L’impegno verso la stabilità deve essere uno sforzo condiviso dei leader, ma anche dalla popolazione, evidenziano i leader religiosi. Fondamentale è mettere da parte interessi personali e familiari, abbandonando alleanze comode e la scalata a posizioni di potere. Difficile è però superare l’ostacolo della corruzione, che lascia il Sud Sudan in coda a tutte le classifiche sulla trasparenza.
Eppure, il potenziale del paese è sempre stato enorme. Già alla fine della lunga guerra per l'indipendenza dal Sudan e alla nascita della Repubblica del Sud Sudan, si sapeva che la grande e diffusa povertà, la grave carenza di infrastrutture (comunicazioni, trasporto, educazione, sanità) avrebbero costituito sfide ineludibili.
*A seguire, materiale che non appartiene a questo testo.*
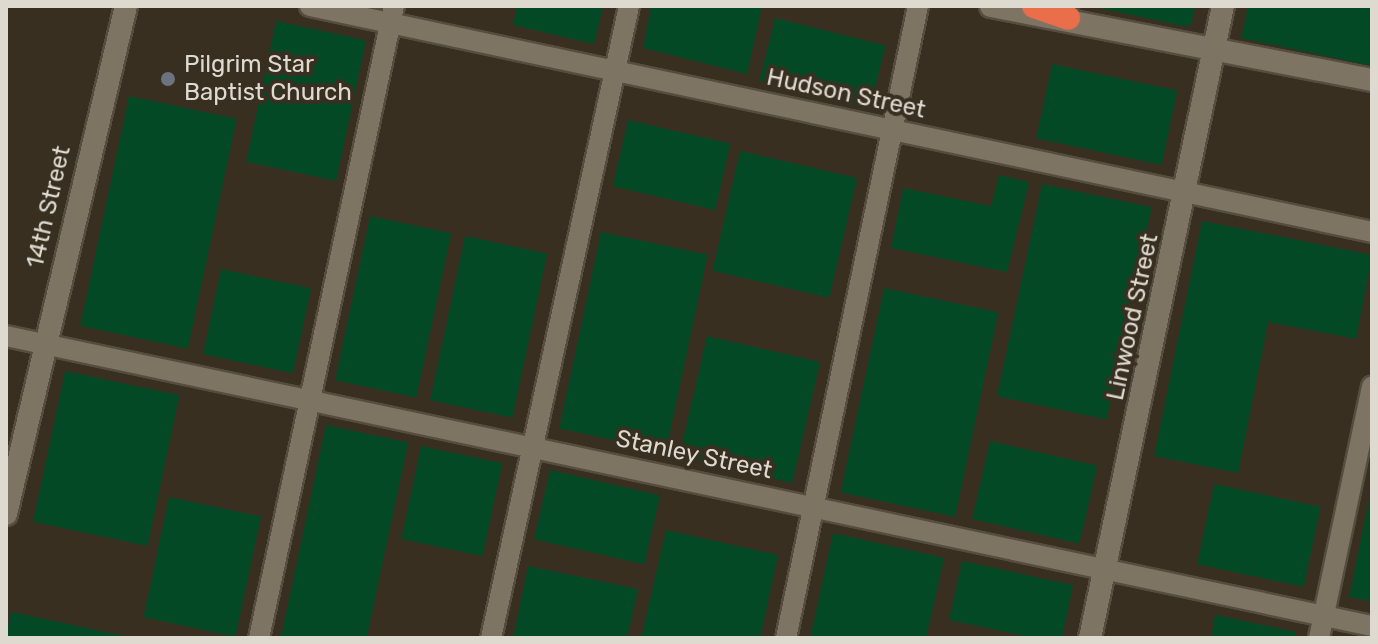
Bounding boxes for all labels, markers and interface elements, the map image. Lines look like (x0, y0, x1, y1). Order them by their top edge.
place label: Pilgrim Star Baptist Church (184, 51, 352, 107)
street label: Hudson Street (764, 63, 928, 125)
marker: Pilgrim Star Baptist Church (159, 70, 177, 88)
street label: 14th Street (21, 143, 77, 271)
street label: Linwood Street (1101, 231, 1165, 403)
street label: Stanley Street (613, 424, 775, 486)

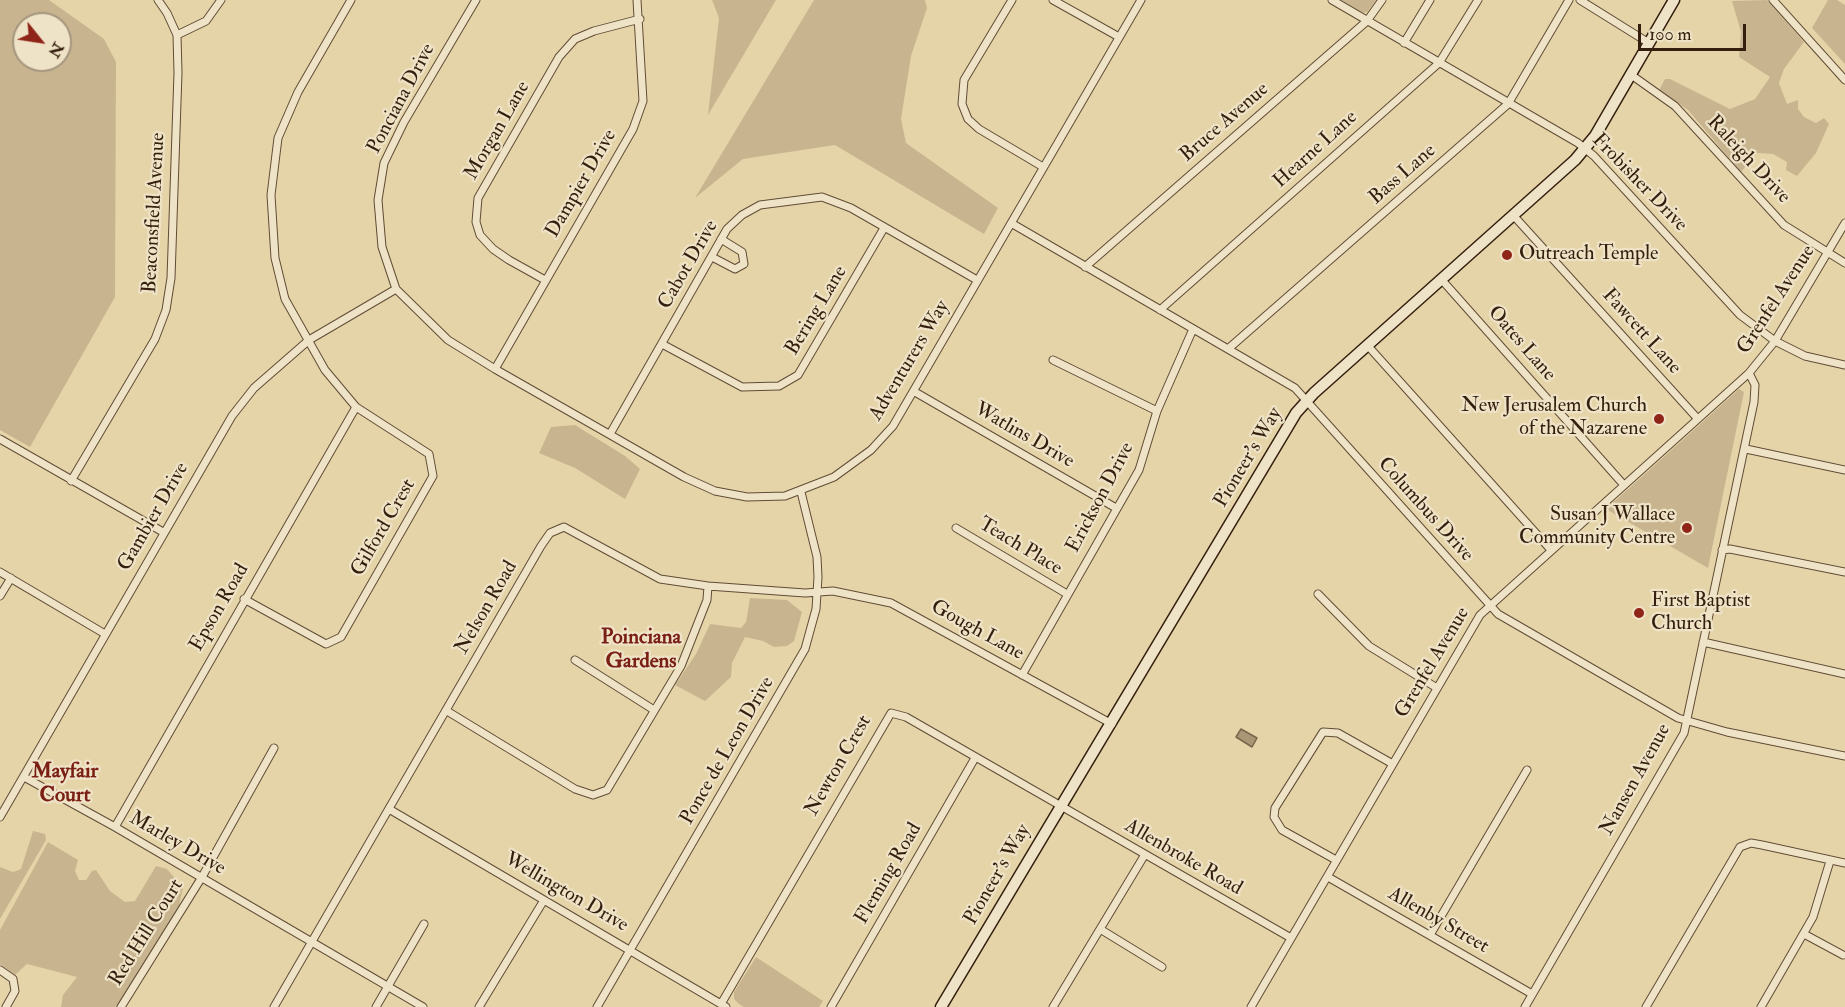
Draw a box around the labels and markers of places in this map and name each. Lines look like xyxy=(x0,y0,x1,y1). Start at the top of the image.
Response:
place label: Outreach Temple xyxy=(1519,243,1658,267)
marker: Outreach Temple xyxy=(1500,248,1514,262)
place label: New Jerusalem Church of the Nazarene xyxy=(1461,395,1647,442)
marker: New Jerusalem Church of the Nazarene xyxy=(1652,412,1666,426)
place label: Susan J Wallace Community Centre xyxy=(1519,504,1675,551)
marker: Susan J Wallace Community Centre xyxy=(1680,521,1694,535)
place label: First Baptist Church xyxy=(1651,590,1750,637)
marker: First Baptist Church xyxy=(1632,606,1646,620)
Ma le aspettative di una popolazione dilaniata dal conflitto erano vivide, e riposte nei proventi dall’esportazione del petrolio, finalmente libera da ingerenze esterne, da re-investire in un’economia diversificata e in servizi di base all’altezza dei bisogni. Però la mancanza di strutture per la raffinazione e l’esportazione del petrolio, ancora concentrate in territorio sudanese, facevano presagire che lo schema non sarebbe stato realizzato con facilità. E infatti a oggi nessun progresso è stato fatto; anzi, il paese è ancora più vulnerabile, né si è visto lo sviluppo di infrastrutture e servizi che, con la pandemia, si sono rivelati ancora più necessari.
Le condizioni per tornare al sogno comune
La pace e la stabilità, dunque, risultano condizioni necessarie per tornare al sogno comune: dare ai figli del Sud Sudan e alle generazioni future una vita dignitosa, che possa trasformare le grandi e importanti ricchezze naturali in una vera indipendenza, in servizi, salute, educazione. Per tutti. Come ha ricordato papa Francesco nel messaggio per la Giornata mondiale della pace 2020, la pace è una «tensione esistenziale» alla quale aspira tutta l’umanità. Implica perciò un movimento, l’abbandono di interessi personali per un bene comune e condiviso. Il cammino è lungo, in Sud Sudan l’obiettivo appare lontano. Per raggiungerlo, alcune tappe sono fondamentali: formazione e riconciliazione a livello politico, militare e comunitario; trasparenza nella gestione delle risorse naturali e lotta alla corruzione; smilitarizzazione delle aree civili e raccolta delle armi pesanti a corto, medio e lungo raggio per un disarmo reale, come previsto dagli accordi di pace; coinvolgimento della comunità per un approccio partecipativo alla pace, dando priorità ai giovani e alle donne come attori di cambiamento.
Per la complessità e l’ampiezza dei bisogni della popolazione è necessario, in Sud Sudan più che altrove, un approccio fortemente sinergico e coerente tra le diverse componenti dell’aiuto esterno e delle politiche interne e internazionali, garantendo una significativa ed efficace risposta umanitaria, favorendo la centralità delle comunità locali e la sostenibilità delle scelte a livello familiare.